In this chapter, we presented the advanced instrumentation and applications of liquid-environment FM-AFM. For instrumentation, we presented the development of 3D-SFM and the improvements of the fundamental performance of FM-AFM such as force sensitivity and operation speed. 3D-SFM allows us to visualize a 3D force distribution at a solid-liquid interface in less than 1 min with subnanometer resolution. The use of small cantilever gives a seven-fold improvement in the force resolution or a 50 times improvement in the operation speed. By developing a high-speed phase detector, we enabled an atomic-resolution imaging at 1 s/frame. These instrumentation works have significantly broaden the application range of liquid-environment FM-AFM.

For applications, we showed recent examples of 2D and 3D imaging studies. Compared with the 2D imaging studies reported in the early stage of the liquid-environment FM-AFM development, the applications are more focused on the understanding of important issues in the individual research field. In the 3D imaging studies, we presented two unique capabilities of 3D-SFM. In the imaging of mica-water interfaces, we demonstrated the possibility of imaging 3D hydration structures.

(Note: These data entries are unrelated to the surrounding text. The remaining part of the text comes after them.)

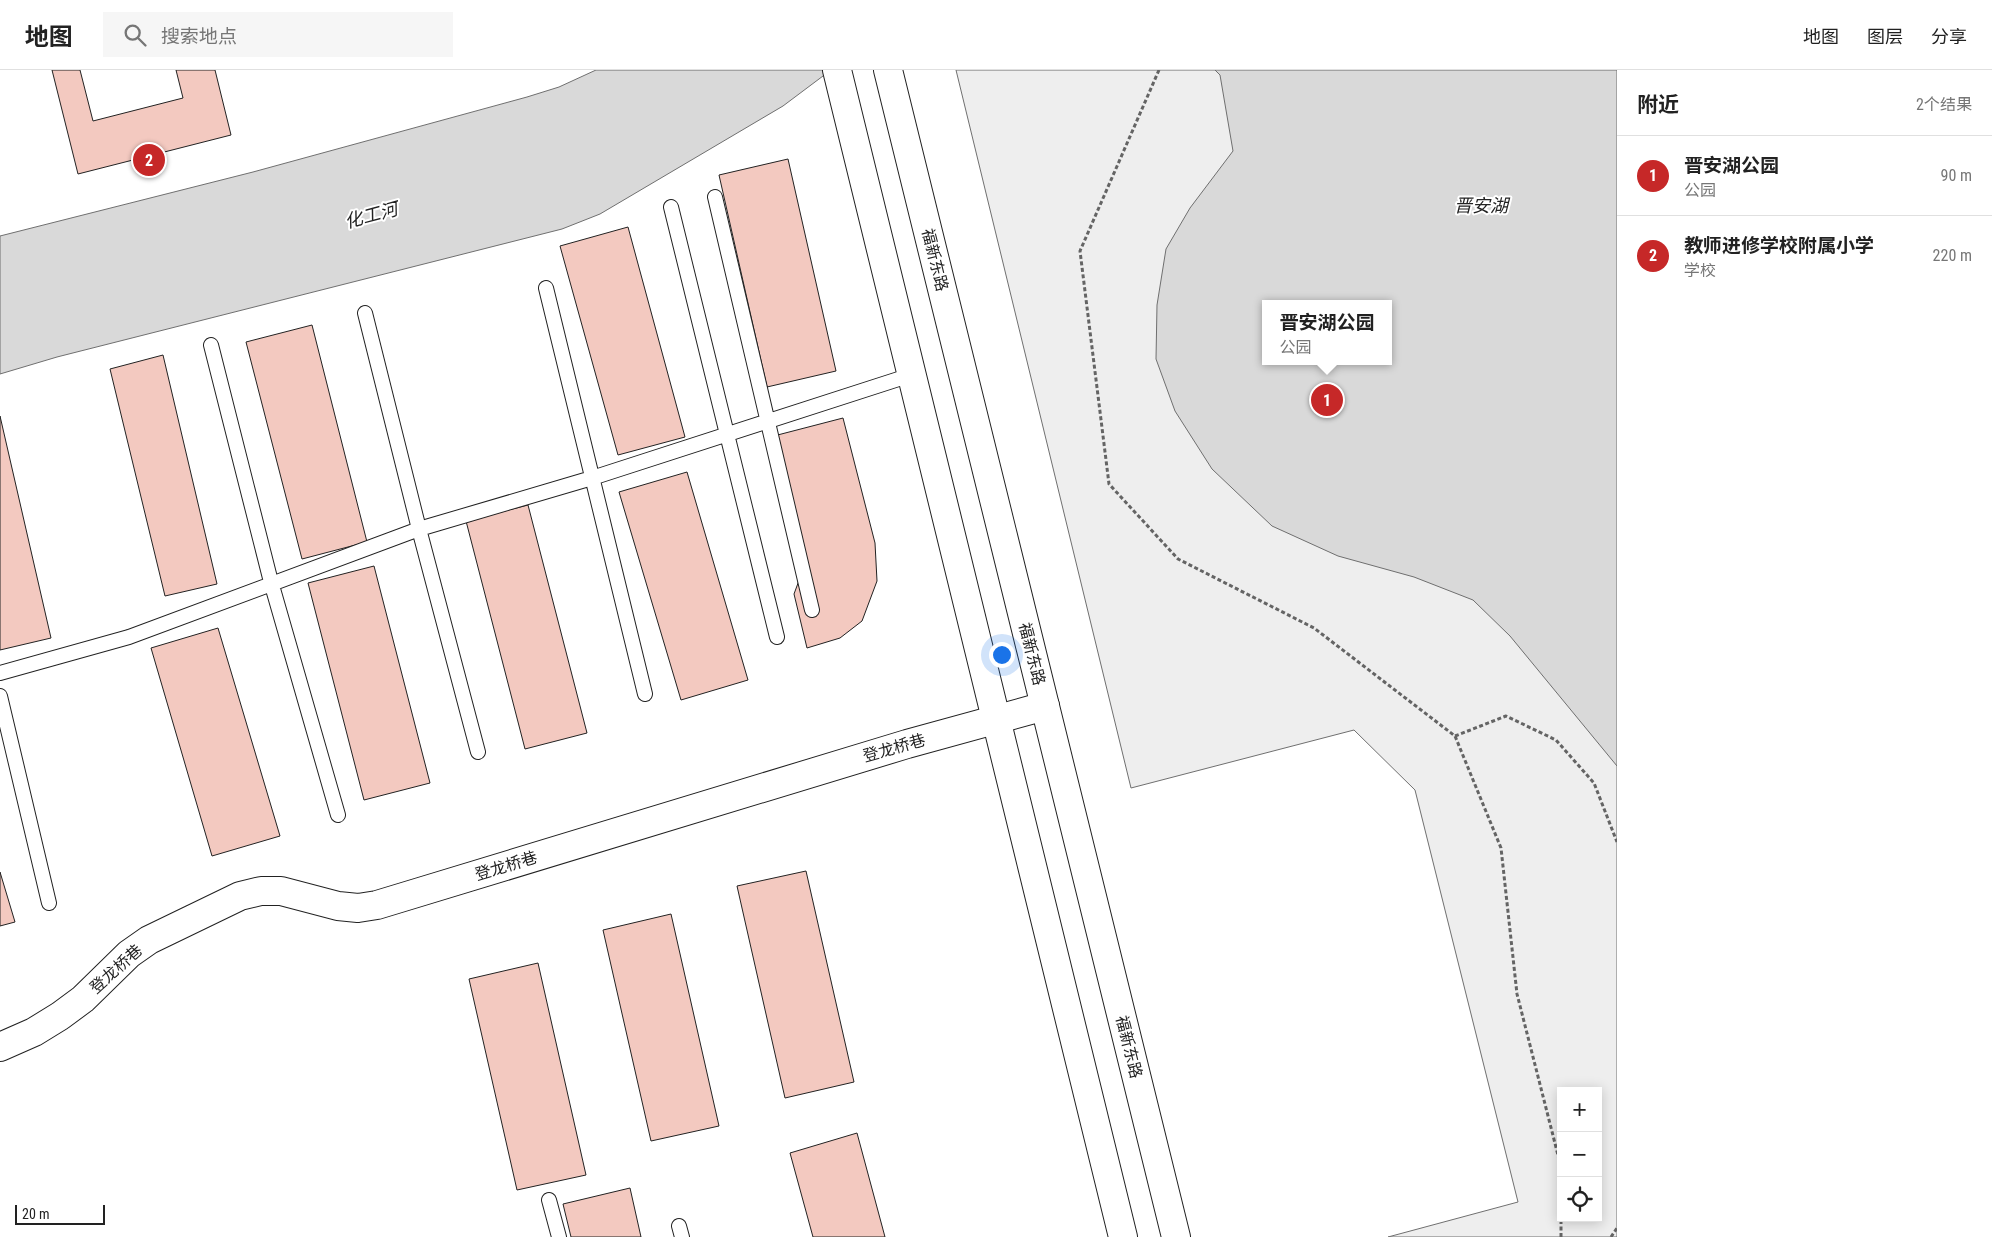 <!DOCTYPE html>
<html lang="zh">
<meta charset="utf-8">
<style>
:root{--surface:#fff;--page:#f6f6f6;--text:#222;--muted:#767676;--line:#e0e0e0;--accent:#c62828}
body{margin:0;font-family:"Roboto Condensed","Noto Sans SC",sans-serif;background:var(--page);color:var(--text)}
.controls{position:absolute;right:15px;bottom:15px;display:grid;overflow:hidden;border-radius:0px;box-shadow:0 2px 12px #0003}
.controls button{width:45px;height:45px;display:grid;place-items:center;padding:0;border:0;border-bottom:1px solid var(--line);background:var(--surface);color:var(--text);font:25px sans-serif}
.scale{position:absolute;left:15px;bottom:12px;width:90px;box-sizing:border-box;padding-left:5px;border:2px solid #222;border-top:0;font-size:14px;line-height:18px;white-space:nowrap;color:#222;-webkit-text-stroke:4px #fff;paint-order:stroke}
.you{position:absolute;left:1001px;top:584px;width:18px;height:18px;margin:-12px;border:4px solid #fff;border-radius:50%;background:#1a73e8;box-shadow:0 0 0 8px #1a73e833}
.badge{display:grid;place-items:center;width:32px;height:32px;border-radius:50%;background:var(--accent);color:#fff;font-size:16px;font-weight:700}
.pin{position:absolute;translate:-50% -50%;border:2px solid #fff;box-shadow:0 1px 5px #0006}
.popup{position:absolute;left:1262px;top:230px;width:130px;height:65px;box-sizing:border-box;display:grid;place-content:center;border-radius:0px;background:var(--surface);filter:drop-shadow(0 1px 4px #0005);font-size:16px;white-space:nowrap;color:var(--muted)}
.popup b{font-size:19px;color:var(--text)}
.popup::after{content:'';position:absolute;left:50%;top:100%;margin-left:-10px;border:10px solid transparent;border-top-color:var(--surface)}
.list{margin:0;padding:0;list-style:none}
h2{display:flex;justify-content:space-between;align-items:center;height:65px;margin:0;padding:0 20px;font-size:21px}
h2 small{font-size:16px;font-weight:400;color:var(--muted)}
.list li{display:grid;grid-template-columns:32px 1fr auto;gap:15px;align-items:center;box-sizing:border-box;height:80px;padding:0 20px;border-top:1px solid var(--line)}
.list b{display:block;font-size:19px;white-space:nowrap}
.list p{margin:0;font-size:16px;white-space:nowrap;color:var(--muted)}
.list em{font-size:16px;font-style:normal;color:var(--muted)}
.icon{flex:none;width:28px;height:28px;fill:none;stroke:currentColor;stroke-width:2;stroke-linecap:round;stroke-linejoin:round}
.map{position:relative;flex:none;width:1617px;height:1167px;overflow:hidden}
header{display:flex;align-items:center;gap:30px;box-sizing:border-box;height:70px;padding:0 25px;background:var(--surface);border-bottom:1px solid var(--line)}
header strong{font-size:24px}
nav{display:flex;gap:28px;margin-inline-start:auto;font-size:18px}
.search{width:350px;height:45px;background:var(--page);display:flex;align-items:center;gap:12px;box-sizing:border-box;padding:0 18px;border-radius:0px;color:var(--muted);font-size:19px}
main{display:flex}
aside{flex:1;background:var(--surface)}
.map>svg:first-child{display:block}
</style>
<header>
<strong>地图</strong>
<div class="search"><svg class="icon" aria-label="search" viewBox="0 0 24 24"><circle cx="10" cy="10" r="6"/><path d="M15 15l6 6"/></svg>搜索地点</div>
<nav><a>地图</a><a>图层</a><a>分享</a></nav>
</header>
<main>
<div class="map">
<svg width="1617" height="1167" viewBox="0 0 1617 1167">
<rect width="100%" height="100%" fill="#fff"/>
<!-- green -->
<path fill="#eee" stroke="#6f6f6f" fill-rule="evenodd" d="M956,0H1617V1167H1388L1518,1132L1415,720L1354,660L1131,718ZM1266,234H1388V291H1266ZM1561,1021H1598V1148H1561Z"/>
<!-- water -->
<path fill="#d9d9d9" stroke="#6f6f6f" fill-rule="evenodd" d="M596,0H831L783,36L600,144L562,159L57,287L0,304V166L253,102L527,27L559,17Z
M1215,0H1617V696L1510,566L1473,530L1414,507L1338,486L1272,456L1212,399L1175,341L1156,289L1157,235L1166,179L1190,138L1233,81L1220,5ZM1266,234H1388V291H1266Z"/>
<!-- building -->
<path fill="#f3c9c0" stroke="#222" d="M52,0H80L93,51L183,28L176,0H215L231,65L78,104Z
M788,89L836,301L767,317L719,105Z
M628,157L685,367L618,385L560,176Z
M312,255L367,472L302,489L246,272Z
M163,285L217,514L165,526L110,299Z
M0,346L51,568L0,580Z
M843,348L875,473L877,511L862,551L840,568L807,578L794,524L801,505L766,368Z
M687,402L748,610L681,630L619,422Z
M528,435L587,663L525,679L466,451Z
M374,496L430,713L364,730L308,513Z
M218,558L280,766L212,786L151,578Z
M806,801L854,1012L785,1028L737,816Z
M0,802L15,852L0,856Z
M671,844L719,1056L651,1071L603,860Z
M538,893L586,1105L517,1120L469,909Z
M857,1063L885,1167H813L790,1083Z
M630,1118L641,1167H571L563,1134Z"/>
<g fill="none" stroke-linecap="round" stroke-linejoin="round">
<!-- lane casing -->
<g stroke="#222" stroke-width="16">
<path id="lane" d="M715,127L812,540
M671,137L777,567
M546,218L645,624
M365,243L419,459L478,682
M211,275L271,512L338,745
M0,603L129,567L419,459L592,408L911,305
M0,626L49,833
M549,1130L559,1167
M679,1156L682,1167"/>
</g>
<!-- secondary casing -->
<g stroke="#222" stroke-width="30">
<path id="secondary" d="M0,977L34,962L60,946L83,929L129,884L149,870L240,826L261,821H281L338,836L358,838L377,835L907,674L1045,636"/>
</g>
<!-- primary casing -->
<g stroke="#222" stroke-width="30">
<path id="primary" d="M837,0L1123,1167
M888,0L1176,1167"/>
</g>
<!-- path -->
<path stroke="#646464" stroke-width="3" stroke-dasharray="4 2.5" stroke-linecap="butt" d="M1159,0L1080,181L1109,414L1178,489L1314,558L1455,666L1501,778L1517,924L1561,1097
M1455,666L1506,646L1556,670L1594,713L1617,772
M1561,1167V1148
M1611,1167L1617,1158"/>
<!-- lane -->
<use href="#lane" stroke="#fff" stroke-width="14"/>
<!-- secondary -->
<use href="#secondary" stroke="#fff" stroke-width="28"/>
<!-- primary -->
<use href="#primary" stroke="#fff" stroke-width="28"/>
</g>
<g text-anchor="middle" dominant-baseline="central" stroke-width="4" stroke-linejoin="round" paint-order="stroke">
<!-- street labels -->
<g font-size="16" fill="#222" stroke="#fff">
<text transform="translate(935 190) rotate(76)">福新东路</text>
<text transform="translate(1032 584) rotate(76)">福新东路</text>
<text transform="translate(894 678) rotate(-16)">登龙桥巷</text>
<text transform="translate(506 796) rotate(-17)">登龙桥巷</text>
<text transform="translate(116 899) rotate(-42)">登龙桥巷</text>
<text transform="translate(1129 977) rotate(76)">福新东路</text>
</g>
<!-- water labels -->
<g font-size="18" font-style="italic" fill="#222" stroke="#fff">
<text x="1481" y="135">晋安湖</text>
<text transform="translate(371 145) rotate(-15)">化工河</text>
</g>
</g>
</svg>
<div class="controls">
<button>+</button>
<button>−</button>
<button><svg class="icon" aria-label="locate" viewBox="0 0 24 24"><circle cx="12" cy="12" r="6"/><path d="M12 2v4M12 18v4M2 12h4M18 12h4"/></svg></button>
</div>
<div class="scale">20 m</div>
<div class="you"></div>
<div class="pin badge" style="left:1327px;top:330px">1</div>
<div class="popup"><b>晋安湖公园</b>公园</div>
<div class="pin badge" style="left:149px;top:90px">2</div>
</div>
<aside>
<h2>附近<small>2个结果</small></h2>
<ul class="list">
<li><span class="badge">1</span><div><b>晋安湖公园</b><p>公园</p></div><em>90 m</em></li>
<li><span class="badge">2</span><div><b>教师进修学校附属小学</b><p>学校</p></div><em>220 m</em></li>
</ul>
</aside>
</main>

In the imaging of lipid-water interfaces, we suggested the possibility of direct 3D visualization of flexible surface structures.

In the next five years, I expect that the 2D and 3D imaging techniques will be used for more practical applications in various research fields. For high-speed FM-AFM, first applications in physical chemistry and biology will be demonstrated, which should give strong impacts on the researchers in those areas. In the meanwhile, basic studies on the contrast formation mechanism of the 3D force imaging should be performed to understand the correlation between the contrasts and the hydration structures as well as the flexible surface structures. Another important topic will be the development of surface property measurement techniques based on FM-AFM such as distributions of charges, potential, hydrophilicity, viscoelasticity and chemical sensitivity. Most of these instrumentation and application studies have been already started. Therefore, I expect that the rapid progress of the liquid-environment FM-AFM techniques should continue at least in the next 5 years.